For unknown reasons, except perhaps that he started on the West Coast, Fetch nicknamed the Packard, “Old Pacific.”

Chugging out of San Francisco in June, 1903, Fetch and his passenger, automotive editor Marcus Karup, had no real road maps, signs, or route numbers to follow, so they used the only published guide of the period, the Union Pacific railroad map.

There were no decent roads anywhere west of Chicago, and no bridges, except, again, those used by the railroads west of Denver.

Riding on 34x4 tires that were inflated to 80 lbs. of pressure, the two-seat buggy had a top speed of 20 mph as it traveled eastward.

Fetch quickly learned to avoid the best-looking “main roads,” since they often ended at the front door of a fancy ranch or a working mineral mine.

Seeking directions from the locals proved unreliable, since most had never traveled more than a day’s ride from home in their life.

Clever logistics made sure the Packard never ran short of gasoline as fuel was shipped ahead by train to prearranged stations along the entire route.

When “Old Pacific” arrived in Carson City shortly after a murder had been committed, everyone, including the sheriff, left the scene and flocked around the first horseless carriage ever seen in that part of the country.

Besides the rut-filled trails that needed to be navigated, there were section-line fences strung across roads, which Fetch had to unfasten and refasten after passing through.
Yet, except for prying “Old Pacific” out of the mud and onto solid ground with fence rails, the vehicle was propelled the entire distance under its own power.

To make up for some of the lost time, Fetch drove the final lap from Herkimer, New York, to New York City almost steadily for 40 hours, fighting off sleepiness and the effect of road glare.
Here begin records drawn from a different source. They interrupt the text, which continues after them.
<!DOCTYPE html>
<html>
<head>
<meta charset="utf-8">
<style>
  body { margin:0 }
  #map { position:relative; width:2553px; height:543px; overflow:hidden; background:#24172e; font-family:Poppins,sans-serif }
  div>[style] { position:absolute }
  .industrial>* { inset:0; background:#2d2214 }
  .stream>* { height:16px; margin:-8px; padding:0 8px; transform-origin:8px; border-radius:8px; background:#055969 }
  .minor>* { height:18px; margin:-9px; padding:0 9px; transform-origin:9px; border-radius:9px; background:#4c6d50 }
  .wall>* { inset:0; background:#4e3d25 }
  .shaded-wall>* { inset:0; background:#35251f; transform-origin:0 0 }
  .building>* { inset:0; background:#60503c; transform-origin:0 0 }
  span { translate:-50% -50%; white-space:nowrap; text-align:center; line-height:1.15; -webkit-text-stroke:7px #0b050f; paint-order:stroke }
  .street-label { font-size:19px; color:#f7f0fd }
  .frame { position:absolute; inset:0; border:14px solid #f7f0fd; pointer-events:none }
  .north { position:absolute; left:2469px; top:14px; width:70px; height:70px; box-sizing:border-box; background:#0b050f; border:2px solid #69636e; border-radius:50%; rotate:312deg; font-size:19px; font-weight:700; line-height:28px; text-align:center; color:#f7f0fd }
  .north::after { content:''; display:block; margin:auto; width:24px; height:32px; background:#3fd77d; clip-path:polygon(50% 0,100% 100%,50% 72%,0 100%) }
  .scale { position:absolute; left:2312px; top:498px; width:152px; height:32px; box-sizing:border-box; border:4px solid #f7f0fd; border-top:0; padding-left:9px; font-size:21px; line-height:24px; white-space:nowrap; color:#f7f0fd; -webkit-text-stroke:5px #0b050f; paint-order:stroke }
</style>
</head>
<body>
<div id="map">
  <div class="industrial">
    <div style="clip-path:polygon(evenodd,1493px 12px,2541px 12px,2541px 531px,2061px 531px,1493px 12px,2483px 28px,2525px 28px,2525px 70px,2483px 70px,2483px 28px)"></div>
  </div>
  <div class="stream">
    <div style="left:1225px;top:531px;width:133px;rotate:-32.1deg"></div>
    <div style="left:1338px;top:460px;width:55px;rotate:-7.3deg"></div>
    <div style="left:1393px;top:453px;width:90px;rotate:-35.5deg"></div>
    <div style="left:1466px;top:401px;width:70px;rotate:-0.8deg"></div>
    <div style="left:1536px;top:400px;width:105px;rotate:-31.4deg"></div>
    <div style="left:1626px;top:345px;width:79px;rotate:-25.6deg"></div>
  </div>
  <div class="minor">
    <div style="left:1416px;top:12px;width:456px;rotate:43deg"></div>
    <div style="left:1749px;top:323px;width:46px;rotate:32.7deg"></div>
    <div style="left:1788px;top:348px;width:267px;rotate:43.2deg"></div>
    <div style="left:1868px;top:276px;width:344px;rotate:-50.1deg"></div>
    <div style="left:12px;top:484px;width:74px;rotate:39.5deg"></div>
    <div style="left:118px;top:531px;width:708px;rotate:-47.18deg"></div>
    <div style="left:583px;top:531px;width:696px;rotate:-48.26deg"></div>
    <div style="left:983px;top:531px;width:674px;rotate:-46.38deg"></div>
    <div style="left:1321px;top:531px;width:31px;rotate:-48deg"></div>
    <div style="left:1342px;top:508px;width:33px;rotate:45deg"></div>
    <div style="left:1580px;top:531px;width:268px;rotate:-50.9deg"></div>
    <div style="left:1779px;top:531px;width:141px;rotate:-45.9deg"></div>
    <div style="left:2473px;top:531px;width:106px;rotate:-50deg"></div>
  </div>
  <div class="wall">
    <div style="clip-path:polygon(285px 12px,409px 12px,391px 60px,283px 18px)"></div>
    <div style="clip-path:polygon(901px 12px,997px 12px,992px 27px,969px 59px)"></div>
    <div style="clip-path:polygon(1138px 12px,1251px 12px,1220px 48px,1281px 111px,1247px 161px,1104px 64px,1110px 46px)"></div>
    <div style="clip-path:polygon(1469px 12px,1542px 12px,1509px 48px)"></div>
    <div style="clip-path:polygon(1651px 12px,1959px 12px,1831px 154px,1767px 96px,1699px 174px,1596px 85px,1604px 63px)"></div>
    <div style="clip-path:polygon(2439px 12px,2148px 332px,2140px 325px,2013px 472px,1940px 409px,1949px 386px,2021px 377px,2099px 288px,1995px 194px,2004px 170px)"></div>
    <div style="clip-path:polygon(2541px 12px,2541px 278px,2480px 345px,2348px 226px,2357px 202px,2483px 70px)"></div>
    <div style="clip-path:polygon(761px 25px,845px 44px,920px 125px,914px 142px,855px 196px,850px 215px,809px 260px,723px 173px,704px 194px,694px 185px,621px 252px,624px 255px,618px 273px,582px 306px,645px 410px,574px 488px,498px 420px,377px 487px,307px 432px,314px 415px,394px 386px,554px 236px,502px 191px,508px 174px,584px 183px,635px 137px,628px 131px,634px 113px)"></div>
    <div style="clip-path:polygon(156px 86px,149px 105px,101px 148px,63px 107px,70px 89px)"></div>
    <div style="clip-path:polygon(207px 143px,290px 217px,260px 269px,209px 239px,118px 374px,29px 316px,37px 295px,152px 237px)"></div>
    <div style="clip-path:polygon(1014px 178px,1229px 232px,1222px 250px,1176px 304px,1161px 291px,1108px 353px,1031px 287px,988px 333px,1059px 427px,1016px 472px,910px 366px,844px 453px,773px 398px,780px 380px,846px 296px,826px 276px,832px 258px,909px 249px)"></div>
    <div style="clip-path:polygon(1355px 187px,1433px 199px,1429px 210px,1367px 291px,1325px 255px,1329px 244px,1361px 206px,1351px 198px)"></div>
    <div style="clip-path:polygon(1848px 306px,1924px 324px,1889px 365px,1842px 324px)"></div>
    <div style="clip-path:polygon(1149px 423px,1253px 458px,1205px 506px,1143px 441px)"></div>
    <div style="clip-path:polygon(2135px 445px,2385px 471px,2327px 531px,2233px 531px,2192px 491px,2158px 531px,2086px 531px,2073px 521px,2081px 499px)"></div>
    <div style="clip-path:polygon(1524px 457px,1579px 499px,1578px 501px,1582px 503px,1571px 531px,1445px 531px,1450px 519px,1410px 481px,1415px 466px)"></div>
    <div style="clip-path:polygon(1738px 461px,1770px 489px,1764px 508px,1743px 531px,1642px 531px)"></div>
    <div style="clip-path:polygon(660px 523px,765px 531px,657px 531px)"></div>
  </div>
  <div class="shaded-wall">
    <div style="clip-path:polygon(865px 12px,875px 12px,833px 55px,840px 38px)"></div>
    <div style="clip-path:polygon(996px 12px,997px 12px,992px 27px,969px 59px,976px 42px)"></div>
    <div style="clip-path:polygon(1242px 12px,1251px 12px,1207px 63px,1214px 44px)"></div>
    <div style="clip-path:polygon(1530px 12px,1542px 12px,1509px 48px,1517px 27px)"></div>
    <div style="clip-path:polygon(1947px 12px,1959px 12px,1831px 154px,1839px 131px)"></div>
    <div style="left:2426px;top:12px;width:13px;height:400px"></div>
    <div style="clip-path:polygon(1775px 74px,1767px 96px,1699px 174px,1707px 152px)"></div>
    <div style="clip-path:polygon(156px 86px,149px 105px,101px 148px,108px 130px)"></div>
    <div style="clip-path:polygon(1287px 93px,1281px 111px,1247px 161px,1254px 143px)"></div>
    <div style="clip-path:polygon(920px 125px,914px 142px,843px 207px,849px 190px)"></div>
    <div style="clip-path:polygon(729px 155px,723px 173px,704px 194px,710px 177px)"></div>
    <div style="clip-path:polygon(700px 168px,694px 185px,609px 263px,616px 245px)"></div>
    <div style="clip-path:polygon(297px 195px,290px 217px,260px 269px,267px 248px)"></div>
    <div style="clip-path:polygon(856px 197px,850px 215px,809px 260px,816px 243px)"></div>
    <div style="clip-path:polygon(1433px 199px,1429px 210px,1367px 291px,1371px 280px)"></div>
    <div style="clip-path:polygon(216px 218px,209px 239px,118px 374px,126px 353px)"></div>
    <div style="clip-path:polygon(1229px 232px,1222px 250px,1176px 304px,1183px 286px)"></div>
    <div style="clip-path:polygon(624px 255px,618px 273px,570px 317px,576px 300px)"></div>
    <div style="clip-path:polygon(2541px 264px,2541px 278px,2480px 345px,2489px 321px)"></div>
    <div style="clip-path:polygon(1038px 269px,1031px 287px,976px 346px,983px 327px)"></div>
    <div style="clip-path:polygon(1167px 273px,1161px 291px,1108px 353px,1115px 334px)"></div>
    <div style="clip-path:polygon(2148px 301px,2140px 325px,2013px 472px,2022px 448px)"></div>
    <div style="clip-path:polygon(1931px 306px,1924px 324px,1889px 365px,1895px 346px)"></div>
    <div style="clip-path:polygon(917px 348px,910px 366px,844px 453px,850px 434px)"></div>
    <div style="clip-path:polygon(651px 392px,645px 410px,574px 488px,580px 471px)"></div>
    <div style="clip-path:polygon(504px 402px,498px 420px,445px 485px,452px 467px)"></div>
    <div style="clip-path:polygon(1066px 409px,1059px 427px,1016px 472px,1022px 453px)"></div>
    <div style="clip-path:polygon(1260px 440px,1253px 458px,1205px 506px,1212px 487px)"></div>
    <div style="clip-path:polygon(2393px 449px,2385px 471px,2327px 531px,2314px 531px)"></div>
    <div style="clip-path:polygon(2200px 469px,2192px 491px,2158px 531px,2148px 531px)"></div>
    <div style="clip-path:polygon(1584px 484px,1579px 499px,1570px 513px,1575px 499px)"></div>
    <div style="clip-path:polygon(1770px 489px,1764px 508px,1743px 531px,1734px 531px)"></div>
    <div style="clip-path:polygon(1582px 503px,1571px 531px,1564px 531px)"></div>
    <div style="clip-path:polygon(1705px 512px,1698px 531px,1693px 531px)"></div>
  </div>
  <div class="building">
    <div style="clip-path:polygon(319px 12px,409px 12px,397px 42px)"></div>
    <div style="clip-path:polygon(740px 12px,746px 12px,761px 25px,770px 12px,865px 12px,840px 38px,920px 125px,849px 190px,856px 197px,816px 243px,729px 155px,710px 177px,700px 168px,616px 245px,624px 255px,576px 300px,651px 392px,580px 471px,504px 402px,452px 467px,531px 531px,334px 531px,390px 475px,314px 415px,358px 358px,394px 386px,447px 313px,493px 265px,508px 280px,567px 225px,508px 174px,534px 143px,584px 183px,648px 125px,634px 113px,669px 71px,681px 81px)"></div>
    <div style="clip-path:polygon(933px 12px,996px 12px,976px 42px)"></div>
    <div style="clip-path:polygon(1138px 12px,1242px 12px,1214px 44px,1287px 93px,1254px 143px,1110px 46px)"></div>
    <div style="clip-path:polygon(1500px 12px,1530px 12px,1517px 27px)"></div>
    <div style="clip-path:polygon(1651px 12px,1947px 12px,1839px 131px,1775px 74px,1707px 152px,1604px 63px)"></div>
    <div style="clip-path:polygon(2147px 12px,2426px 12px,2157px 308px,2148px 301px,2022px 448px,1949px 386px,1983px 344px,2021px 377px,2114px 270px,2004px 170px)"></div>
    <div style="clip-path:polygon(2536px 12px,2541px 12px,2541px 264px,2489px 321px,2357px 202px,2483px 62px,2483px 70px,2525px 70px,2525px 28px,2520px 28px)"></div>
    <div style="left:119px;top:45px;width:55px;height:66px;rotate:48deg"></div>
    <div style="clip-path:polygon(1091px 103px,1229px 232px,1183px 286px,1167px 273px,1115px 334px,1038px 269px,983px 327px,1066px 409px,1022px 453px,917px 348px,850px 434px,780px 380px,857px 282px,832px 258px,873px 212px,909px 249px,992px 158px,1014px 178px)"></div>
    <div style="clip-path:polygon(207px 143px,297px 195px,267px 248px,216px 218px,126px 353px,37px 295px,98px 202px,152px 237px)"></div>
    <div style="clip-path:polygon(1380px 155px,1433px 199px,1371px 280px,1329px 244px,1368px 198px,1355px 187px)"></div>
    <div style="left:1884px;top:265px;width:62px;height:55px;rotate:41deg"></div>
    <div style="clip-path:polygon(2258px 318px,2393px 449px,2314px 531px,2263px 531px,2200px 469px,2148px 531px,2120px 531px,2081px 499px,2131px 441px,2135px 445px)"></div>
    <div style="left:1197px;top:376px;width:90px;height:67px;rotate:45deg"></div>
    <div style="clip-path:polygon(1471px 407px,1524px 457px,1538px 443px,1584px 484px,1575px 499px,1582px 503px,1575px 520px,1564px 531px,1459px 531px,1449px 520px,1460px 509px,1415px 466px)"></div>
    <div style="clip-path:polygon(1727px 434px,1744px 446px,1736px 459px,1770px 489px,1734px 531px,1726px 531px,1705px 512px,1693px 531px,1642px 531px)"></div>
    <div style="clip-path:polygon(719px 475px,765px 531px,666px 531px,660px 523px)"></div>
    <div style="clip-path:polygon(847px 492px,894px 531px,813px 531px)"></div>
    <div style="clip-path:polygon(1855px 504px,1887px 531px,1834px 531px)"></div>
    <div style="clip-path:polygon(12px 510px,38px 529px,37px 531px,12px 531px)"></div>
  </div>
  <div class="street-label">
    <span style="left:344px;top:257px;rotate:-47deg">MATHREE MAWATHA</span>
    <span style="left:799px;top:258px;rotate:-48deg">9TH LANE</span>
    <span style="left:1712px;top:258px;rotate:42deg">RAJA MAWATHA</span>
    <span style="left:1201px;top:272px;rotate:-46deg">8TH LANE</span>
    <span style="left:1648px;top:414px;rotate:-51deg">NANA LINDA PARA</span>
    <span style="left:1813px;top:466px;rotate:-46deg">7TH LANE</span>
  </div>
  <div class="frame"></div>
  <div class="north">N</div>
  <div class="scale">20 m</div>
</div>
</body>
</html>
After the two-month journey, the still-solid-running Packard reached the outskirts of New York City, where Fetch and Karup were met by nearly 200 automobiles, gathered to escort them to the Astor Hotel. While the many autos were waiting in front of an orphan asylum, the drivers of the machines gave the children rides, which became an annual orphans outing.

As the exhausted Fetch exited the Packard at the giant hotel on Broadway between Vesey and Barclay Streets, he was asked to say something to the assembled crowd.
He had but four words, “Thank God, it’s over.”

Tom Fetch died at 72 years old in March 1944. He was memorialized as one of those robust pioneers, whose courage demonstrated to the world the horseless carriage had passed the experimental stage, and was here to stay.